(INFORMATION PROVIDED Opens)

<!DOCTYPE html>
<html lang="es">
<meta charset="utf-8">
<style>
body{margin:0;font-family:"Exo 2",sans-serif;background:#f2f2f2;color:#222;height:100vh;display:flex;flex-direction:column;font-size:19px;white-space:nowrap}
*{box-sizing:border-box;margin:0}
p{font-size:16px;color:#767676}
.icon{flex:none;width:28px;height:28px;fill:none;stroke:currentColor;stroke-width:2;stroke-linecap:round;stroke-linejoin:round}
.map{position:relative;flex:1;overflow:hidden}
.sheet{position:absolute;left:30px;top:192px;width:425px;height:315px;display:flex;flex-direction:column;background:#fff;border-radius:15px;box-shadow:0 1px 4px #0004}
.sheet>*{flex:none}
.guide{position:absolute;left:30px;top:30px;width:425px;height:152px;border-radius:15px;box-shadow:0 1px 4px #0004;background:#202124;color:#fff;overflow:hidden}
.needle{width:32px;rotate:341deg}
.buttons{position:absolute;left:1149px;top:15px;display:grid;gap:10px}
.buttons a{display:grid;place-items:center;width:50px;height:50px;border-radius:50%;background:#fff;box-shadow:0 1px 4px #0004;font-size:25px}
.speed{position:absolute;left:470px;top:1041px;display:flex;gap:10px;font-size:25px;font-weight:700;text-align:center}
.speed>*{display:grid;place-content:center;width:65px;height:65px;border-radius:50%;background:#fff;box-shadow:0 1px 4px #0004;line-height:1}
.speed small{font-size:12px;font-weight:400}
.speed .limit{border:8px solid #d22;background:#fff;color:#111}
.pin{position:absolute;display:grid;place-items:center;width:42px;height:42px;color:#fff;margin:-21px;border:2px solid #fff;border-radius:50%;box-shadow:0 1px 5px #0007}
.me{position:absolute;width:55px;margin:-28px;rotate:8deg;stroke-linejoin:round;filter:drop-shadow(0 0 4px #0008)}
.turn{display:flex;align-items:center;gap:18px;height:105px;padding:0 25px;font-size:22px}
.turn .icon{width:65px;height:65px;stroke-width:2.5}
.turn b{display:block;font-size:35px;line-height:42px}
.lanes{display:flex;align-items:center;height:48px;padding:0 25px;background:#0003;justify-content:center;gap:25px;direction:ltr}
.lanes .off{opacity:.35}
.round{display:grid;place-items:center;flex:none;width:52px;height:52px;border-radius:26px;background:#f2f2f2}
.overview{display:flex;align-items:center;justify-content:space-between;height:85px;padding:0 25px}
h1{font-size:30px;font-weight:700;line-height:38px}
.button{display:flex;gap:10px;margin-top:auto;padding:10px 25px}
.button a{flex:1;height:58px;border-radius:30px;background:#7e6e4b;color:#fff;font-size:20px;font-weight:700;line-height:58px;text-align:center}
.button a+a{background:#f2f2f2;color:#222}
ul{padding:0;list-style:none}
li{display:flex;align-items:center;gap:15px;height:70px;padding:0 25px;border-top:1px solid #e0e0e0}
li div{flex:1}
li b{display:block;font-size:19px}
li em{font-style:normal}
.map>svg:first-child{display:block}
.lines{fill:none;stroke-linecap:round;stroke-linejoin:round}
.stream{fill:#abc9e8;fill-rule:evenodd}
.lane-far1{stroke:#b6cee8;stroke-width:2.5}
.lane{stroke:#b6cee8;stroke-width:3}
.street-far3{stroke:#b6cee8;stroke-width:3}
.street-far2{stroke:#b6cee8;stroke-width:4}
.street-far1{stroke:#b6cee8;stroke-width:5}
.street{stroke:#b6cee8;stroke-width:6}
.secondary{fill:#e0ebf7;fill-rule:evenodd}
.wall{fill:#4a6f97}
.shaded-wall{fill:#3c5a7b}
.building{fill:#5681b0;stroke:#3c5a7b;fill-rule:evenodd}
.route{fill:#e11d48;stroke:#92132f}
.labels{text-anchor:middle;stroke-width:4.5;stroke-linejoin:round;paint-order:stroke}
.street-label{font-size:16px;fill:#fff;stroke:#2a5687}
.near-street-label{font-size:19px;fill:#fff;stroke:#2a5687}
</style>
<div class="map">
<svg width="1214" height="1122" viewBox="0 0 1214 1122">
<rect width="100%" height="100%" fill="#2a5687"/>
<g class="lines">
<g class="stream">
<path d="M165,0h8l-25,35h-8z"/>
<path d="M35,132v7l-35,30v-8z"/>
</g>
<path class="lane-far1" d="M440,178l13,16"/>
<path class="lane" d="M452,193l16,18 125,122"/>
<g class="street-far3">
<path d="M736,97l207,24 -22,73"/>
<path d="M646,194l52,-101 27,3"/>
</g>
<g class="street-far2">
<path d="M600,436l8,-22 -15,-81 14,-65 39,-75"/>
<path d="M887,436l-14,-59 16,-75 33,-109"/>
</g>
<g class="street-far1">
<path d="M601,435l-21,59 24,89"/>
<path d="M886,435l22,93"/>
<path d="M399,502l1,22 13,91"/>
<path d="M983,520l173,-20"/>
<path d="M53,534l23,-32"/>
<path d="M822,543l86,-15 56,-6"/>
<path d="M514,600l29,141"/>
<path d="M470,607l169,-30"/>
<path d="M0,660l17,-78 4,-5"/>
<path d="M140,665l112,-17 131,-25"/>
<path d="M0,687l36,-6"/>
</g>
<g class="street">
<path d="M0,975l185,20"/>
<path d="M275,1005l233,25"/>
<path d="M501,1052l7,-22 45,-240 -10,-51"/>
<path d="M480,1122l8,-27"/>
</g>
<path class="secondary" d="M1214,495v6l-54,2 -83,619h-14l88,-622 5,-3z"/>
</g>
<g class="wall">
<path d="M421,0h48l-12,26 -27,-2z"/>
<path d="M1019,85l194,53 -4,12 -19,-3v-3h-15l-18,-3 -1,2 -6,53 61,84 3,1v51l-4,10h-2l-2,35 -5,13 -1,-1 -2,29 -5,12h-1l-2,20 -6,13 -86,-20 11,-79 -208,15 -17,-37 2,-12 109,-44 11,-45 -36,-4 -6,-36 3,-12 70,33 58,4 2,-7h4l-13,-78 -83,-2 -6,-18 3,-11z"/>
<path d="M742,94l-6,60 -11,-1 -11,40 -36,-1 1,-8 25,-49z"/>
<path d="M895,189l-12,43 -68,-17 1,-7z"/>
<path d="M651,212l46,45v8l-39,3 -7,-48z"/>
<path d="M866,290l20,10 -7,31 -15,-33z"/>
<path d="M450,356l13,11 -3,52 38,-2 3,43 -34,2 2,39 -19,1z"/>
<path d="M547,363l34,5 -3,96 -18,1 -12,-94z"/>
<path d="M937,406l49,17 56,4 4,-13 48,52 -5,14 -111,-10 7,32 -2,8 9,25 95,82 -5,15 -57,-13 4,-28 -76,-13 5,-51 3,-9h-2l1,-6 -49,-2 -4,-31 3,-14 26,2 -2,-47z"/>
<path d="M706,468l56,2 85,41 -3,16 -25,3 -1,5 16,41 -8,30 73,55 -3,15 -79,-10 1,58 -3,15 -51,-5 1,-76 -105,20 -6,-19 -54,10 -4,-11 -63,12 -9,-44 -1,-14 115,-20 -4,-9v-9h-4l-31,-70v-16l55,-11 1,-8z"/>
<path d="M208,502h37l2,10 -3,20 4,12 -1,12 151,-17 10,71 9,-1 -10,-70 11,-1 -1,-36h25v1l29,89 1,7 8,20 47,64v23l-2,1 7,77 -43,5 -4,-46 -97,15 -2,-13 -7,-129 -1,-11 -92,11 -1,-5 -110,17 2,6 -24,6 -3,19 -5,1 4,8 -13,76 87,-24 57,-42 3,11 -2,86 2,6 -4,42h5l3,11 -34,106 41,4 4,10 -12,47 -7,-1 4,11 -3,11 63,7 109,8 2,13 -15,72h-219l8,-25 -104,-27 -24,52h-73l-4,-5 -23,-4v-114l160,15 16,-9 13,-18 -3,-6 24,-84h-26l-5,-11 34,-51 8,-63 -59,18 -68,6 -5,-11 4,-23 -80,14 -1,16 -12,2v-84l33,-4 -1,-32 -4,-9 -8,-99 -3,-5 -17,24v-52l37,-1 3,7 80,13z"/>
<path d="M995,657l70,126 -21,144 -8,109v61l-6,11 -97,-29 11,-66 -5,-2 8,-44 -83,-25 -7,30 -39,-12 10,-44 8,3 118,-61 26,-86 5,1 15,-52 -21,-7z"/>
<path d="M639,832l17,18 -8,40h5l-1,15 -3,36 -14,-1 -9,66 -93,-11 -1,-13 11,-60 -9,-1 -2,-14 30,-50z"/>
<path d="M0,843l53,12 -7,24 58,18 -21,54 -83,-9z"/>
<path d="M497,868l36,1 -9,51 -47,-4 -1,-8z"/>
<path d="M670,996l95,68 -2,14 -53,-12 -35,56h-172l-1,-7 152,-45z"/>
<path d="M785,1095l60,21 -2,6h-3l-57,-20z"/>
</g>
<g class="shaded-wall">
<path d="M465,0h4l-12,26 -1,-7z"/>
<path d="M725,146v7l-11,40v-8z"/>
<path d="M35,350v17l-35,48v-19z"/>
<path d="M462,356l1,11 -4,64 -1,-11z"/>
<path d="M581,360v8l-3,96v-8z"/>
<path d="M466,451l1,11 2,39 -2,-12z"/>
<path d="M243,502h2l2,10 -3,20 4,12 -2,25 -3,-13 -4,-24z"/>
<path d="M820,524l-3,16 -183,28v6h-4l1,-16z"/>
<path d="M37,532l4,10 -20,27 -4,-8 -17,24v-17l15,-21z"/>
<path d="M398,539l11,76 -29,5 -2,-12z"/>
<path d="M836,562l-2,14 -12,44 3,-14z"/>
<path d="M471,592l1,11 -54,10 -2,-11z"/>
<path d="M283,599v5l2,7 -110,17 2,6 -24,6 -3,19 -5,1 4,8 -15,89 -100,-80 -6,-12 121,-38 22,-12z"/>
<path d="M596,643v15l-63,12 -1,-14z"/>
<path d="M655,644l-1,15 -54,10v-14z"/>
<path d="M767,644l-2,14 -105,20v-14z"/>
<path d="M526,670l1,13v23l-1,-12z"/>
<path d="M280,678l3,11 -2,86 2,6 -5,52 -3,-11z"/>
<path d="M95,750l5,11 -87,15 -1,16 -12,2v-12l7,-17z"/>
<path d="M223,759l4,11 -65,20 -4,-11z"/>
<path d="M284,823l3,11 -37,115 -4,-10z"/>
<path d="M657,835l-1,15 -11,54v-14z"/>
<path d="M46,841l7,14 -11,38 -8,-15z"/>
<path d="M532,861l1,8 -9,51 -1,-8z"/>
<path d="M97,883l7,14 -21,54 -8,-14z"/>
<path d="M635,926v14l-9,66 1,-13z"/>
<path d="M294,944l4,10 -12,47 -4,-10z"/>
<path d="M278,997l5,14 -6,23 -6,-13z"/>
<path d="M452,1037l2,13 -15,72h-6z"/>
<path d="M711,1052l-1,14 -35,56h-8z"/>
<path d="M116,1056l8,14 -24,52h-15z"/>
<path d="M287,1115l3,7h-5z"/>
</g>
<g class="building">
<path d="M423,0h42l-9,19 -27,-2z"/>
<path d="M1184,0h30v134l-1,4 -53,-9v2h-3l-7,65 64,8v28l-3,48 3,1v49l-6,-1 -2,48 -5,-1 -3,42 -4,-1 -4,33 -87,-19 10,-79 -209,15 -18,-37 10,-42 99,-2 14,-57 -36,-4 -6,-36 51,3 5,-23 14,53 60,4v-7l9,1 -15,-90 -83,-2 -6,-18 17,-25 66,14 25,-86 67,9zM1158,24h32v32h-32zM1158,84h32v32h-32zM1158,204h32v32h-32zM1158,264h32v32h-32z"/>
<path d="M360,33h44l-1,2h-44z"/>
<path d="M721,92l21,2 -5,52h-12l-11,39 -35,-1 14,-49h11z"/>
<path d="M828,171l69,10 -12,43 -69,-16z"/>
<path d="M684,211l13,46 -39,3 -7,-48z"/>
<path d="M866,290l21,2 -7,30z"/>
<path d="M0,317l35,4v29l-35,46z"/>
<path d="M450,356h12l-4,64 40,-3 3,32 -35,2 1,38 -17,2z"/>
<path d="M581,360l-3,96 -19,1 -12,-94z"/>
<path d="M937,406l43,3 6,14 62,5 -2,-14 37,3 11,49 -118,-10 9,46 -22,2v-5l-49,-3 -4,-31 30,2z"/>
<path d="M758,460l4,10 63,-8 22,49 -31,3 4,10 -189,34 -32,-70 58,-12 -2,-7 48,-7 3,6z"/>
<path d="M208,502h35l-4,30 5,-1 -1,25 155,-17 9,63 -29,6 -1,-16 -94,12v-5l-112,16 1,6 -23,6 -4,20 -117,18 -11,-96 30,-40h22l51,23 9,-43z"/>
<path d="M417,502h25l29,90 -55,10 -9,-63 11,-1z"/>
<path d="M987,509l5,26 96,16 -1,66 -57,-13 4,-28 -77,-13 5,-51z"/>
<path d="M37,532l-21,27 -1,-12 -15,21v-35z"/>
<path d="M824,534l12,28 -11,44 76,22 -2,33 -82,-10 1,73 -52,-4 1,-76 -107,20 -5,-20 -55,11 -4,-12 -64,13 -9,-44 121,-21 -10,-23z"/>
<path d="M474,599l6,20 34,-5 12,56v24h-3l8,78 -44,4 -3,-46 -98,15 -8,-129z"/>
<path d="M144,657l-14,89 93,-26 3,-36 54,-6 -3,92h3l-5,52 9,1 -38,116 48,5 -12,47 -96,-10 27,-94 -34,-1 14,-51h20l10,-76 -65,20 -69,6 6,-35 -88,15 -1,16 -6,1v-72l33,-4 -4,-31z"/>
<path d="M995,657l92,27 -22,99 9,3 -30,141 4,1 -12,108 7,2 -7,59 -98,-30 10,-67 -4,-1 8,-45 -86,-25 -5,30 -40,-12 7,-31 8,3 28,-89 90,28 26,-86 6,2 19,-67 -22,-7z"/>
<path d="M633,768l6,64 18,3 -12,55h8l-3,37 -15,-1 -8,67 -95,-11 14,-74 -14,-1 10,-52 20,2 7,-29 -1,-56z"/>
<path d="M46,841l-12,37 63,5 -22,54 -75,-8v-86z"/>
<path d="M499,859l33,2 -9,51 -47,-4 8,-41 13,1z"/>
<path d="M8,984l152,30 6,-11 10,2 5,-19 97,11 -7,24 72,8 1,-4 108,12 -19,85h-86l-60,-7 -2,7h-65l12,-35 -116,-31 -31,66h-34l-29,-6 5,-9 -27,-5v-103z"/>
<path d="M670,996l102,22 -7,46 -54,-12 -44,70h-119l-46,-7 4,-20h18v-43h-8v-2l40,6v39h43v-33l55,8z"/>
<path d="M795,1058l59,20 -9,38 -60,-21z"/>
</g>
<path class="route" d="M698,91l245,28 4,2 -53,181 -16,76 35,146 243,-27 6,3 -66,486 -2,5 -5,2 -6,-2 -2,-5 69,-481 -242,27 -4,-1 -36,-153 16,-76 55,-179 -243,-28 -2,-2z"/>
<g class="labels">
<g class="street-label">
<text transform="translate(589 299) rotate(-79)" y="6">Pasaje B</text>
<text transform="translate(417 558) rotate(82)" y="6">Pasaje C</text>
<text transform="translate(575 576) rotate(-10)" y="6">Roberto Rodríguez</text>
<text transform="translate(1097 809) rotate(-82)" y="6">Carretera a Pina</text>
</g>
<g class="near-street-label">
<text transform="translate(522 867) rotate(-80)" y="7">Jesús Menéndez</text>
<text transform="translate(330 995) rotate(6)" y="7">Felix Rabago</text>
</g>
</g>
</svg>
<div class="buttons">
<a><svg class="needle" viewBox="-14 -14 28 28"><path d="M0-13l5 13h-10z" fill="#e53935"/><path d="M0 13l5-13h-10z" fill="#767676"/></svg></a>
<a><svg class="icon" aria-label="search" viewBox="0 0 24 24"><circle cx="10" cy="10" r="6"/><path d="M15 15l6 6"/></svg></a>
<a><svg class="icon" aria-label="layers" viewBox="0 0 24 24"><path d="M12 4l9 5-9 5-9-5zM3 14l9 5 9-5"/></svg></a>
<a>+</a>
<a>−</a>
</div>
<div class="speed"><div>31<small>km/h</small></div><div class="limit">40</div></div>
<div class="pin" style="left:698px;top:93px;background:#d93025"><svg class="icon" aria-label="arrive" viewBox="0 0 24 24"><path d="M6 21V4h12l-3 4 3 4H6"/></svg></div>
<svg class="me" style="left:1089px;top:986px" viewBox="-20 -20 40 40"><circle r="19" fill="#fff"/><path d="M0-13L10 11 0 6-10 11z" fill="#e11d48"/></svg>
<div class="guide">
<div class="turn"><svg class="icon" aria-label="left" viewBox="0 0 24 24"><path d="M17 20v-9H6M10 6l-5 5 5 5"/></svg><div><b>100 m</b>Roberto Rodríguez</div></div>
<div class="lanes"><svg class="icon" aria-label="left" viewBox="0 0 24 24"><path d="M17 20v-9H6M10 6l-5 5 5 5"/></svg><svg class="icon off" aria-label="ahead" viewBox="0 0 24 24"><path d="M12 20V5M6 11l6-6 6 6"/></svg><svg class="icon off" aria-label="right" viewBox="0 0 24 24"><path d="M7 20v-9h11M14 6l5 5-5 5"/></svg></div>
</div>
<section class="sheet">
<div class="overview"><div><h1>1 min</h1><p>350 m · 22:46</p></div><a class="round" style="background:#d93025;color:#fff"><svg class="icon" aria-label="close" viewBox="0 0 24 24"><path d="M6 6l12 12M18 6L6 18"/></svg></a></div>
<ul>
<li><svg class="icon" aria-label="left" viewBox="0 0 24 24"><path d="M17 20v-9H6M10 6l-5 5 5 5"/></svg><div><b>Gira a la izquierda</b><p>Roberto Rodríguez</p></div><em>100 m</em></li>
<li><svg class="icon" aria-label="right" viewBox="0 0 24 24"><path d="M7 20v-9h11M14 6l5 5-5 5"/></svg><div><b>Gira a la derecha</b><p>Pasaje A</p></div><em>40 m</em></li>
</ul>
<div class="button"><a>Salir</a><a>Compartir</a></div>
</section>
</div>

(INFORMATION PROVIDED Closes)

Only the lines containing "buttons" are needed; copy each of them from the data.

= RESULT OF THE EXERCISE =
.buttons{position:absolute;left:1149px;top:15px;display:grid;gap:10px}
.buttons a{display:grid;place-items:center;width:50px;height:50px;border-radius:50%;background:#fff;box-shadow:0 1px 4px #0004;font-size:25px}
<div class="buttons">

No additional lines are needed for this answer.